That seemed to Clameur de Haro to be the thrust of the argument (if one can dignify the content with such a complimentary term) advanced by Ben Queree, the Jersey Evening [sic] Post’s somewhat optimistically-named political correspondent in his column last Monday about the contribution of Senator Ian Le Marquand to the civil partnerships debate.
Mr Queree said this of Senator Le Marquand’s contribution -
His was a strange speech. He said that he could not support the proposals because they were too much like marriage – although he preferred an arrangement extending civil partnerships to straight and gay couples. No, I can’t figure it out either.
The argument was too fragmented, too disjointed. It gave the impression of a fig-leaf – an article held up to protect something that the wearer did not want to be seen.
Senator Le Marquand was not the only Member who struggled with his faith, his public mandate and the proposition – and nothing should be said to minimise that struggle, or to trivialise it.
But what Senator Le Marquand has to accept is that his vote against the proposal was a vote in favour of the discrimination against gay couples.
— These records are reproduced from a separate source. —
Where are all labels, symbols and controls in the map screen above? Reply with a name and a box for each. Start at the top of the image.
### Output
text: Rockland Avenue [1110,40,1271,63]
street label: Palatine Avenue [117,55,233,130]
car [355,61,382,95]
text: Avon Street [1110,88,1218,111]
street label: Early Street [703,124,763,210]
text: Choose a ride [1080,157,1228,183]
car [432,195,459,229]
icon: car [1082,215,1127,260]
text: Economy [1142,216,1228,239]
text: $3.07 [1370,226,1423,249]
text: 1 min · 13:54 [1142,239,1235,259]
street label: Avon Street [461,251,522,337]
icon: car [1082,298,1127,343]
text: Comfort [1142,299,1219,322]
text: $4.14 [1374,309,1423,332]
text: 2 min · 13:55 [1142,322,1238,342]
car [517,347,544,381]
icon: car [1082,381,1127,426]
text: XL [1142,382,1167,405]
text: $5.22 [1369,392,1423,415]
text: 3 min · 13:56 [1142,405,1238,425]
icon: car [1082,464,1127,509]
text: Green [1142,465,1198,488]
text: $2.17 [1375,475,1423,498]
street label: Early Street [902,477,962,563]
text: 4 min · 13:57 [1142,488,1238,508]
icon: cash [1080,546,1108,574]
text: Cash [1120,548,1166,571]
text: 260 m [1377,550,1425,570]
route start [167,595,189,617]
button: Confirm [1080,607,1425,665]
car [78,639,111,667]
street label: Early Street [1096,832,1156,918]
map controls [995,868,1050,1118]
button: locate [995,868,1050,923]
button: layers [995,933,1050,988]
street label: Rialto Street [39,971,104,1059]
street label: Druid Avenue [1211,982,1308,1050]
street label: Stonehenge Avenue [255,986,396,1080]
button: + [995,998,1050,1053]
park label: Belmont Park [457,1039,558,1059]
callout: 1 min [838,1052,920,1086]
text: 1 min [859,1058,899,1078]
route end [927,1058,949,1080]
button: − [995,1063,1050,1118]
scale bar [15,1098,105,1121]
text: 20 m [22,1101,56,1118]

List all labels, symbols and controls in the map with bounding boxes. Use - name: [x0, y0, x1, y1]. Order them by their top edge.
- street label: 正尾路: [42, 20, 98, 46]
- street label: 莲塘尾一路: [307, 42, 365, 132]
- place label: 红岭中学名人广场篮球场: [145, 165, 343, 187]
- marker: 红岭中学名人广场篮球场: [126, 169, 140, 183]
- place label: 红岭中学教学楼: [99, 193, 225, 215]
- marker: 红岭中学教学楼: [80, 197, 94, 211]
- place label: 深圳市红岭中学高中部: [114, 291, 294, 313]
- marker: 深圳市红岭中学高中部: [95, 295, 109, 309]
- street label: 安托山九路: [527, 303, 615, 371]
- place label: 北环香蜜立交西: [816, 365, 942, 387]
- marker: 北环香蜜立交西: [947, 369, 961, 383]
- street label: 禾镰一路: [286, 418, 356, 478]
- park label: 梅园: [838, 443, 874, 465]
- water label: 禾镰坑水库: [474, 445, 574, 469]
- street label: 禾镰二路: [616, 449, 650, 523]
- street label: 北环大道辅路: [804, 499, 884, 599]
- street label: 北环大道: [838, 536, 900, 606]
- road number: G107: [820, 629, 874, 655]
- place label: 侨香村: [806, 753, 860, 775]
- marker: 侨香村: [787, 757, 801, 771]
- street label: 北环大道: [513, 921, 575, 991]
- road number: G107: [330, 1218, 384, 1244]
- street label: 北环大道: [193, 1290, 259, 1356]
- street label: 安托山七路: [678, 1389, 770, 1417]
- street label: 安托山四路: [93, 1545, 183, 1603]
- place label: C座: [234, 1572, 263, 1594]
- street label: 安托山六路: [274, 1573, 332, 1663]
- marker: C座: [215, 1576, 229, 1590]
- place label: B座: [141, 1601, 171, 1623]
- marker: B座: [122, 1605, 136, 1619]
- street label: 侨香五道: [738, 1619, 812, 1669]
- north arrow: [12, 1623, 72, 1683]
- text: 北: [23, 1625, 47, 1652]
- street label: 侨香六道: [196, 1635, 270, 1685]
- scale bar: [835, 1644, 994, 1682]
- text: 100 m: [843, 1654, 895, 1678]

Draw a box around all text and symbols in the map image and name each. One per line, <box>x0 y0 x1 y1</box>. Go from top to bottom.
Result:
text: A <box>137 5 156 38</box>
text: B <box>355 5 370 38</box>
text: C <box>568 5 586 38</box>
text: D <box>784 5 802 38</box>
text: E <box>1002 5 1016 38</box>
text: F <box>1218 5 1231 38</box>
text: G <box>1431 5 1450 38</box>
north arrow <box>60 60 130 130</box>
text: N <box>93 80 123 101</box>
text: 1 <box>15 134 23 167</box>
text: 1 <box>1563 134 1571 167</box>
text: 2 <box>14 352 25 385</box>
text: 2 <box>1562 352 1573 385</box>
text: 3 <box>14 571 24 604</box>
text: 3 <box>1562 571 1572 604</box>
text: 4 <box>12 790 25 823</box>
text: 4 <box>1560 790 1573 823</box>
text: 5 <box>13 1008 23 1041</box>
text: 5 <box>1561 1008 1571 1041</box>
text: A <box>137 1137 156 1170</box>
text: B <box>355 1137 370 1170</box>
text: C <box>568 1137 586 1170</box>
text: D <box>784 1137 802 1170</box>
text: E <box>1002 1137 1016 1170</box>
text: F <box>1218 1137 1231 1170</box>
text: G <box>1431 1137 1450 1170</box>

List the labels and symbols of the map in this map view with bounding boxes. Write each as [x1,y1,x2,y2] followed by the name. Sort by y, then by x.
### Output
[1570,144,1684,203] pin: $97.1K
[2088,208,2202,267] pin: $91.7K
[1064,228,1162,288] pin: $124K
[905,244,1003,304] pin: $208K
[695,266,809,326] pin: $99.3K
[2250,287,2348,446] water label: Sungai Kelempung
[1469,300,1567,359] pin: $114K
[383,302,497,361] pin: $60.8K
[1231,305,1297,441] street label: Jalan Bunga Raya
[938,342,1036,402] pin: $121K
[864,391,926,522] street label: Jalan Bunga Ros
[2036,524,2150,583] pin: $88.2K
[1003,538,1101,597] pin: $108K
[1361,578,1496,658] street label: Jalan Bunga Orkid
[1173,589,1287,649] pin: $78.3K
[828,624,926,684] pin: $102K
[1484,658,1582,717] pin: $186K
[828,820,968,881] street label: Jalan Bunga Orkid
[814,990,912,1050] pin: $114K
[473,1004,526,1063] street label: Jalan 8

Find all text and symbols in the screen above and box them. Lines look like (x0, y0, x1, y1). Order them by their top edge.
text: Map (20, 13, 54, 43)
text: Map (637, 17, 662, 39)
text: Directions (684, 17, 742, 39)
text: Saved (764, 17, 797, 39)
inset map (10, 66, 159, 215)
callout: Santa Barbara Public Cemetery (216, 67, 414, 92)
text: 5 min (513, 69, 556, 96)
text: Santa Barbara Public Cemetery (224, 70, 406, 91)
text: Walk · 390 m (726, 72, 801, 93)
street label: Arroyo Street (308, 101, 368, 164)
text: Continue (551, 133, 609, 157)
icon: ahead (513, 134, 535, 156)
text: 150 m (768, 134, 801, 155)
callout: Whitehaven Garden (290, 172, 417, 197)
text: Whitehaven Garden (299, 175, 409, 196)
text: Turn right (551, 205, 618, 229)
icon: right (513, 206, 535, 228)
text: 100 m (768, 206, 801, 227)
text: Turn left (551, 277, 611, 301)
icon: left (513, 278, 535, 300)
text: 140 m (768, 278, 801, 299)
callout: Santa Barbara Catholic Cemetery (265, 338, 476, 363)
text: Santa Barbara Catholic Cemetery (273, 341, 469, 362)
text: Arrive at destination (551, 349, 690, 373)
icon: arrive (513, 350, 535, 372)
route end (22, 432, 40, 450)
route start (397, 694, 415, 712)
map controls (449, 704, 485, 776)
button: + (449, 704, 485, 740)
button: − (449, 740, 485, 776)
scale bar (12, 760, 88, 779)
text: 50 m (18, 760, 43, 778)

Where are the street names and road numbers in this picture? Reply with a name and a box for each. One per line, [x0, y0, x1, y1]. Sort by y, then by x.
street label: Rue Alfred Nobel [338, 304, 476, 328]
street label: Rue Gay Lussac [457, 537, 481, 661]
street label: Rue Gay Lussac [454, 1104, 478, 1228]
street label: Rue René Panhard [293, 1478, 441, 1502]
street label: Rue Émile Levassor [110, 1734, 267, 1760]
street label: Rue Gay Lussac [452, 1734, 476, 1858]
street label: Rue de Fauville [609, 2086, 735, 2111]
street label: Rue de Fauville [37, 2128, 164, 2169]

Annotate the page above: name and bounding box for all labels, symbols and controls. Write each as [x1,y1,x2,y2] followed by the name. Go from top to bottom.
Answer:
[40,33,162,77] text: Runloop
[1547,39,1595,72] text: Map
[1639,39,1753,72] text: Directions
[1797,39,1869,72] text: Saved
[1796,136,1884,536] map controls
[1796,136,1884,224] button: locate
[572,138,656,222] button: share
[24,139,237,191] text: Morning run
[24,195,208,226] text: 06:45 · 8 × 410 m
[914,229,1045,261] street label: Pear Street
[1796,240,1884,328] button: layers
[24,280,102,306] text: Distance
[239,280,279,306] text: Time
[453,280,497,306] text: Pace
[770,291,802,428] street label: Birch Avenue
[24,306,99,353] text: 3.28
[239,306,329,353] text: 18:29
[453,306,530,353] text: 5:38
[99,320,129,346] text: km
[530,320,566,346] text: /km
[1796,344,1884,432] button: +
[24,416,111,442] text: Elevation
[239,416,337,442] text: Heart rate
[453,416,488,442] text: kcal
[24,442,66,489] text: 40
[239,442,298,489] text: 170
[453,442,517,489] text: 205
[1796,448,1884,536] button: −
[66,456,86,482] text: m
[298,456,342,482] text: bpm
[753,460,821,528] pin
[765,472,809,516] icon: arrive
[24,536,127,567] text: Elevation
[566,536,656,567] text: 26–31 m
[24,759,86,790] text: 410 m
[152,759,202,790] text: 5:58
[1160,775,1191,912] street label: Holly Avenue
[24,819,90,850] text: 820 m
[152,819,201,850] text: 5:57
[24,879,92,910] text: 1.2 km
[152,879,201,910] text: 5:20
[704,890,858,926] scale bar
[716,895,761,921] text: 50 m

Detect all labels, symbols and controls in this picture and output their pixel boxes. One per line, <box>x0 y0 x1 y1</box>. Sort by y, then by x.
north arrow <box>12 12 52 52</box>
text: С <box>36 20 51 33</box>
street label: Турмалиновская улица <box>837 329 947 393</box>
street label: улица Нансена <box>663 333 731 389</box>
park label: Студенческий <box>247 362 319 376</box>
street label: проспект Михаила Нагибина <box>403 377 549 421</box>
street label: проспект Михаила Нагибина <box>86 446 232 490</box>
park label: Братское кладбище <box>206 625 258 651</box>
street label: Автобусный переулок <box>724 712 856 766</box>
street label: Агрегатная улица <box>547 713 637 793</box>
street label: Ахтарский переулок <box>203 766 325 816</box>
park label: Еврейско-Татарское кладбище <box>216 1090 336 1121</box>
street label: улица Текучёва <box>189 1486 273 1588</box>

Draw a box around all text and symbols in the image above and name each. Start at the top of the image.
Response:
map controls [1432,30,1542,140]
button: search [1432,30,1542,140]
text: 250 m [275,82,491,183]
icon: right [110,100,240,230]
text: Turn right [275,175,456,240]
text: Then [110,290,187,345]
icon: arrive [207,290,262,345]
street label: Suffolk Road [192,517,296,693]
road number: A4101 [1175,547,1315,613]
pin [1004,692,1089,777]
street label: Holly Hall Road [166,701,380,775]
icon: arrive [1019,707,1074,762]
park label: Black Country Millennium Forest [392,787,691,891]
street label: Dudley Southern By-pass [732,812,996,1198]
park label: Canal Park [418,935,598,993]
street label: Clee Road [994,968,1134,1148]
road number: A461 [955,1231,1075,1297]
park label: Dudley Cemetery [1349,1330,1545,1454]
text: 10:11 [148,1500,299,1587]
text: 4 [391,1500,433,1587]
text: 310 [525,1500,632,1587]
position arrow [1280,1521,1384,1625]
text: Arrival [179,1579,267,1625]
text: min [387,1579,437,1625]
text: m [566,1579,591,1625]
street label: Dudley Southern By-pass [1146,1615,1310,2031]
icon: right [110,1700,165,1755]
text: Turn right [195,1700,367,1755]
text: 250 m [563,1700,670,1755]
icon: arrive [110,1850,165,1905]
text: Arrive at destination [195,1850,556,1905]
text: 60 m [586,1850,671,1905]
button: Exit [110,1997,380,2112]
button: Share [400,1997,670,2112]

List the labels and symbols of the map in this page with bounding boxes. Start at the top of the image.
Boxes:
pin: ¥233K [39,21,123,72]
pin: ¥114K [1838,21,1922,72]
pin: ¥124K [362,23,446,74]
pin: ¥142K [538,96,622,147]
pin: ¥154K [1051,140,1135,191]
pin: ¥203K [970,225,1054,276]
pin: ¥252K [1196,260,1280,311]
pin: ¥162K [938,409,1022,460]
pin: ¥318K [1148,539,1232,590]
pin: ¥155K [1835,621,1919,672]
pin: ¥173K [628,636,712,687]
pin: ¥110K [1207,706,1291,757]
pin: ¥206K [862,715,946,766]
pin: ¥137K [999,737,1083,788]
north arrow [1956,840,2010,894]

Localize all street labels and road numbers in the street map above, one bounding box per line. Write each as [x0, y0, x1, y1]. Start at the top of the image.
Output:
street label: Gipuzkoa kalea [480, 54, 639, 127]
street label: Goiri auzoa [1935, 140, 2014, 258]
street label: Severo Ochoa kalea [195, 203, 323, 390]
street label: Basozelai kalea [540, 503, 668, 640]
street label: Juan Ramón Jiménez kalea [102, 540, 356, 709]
In this, he was of course doing no more than faithfully following the earlier lead of his editor, about which CdeH blogged last week, especially in his snide little comment about a fig-leaf designed to conceal something the wearer did not want seen.
Well, Clameur de Haro listened to the debate, including Senator Le Marquand’s speech, and unlike our esteemed political correspondent, experienced no problems at all in “figuring it out”. What the Senator appeared to be saying was that, despite the need to eradicate manifestly unfair discrimination as widely as possible – which, Mr Queree, was illustrated in his point about extending full civil partnership status to both homosexual and heterosexual couples – the advantages to society overall of reserving to heterosexual marriage only just a few legal, civil and fiscal privileges available to no other form of union comprised a prevailing counter-argument.
It was a complicated, but thoughtful and nuanced exposition of opinion: but if those qualities were the reason for Mr Queree’s finding some difficulty in understanding it, that does not augur well for political reportage.
With a few moments’ thought, it might occur to Mr Queree that Senator Le Marquand, in his previous role, was probably presented on a fairly regular basis with the results of the cultural left’s 30+ year attack on the institution of marriage and the traditional family – and that it may well have been that experience which informed his view, rather than the religious or homophobic prejudice which Mr Queree clearly assumes, and none-too-subtly implies.
In voting against the full proposal, the Senator was not positively discriminating against homosexual couples – if the JEP supplies you with a Mercedes, Mr Queree, while supplying your editor with an Aston Martin, you are not a victim of discrimination – but seeking to uphold the status of traditional heterosexual marriage as the principal societal unit, and for valid reasons.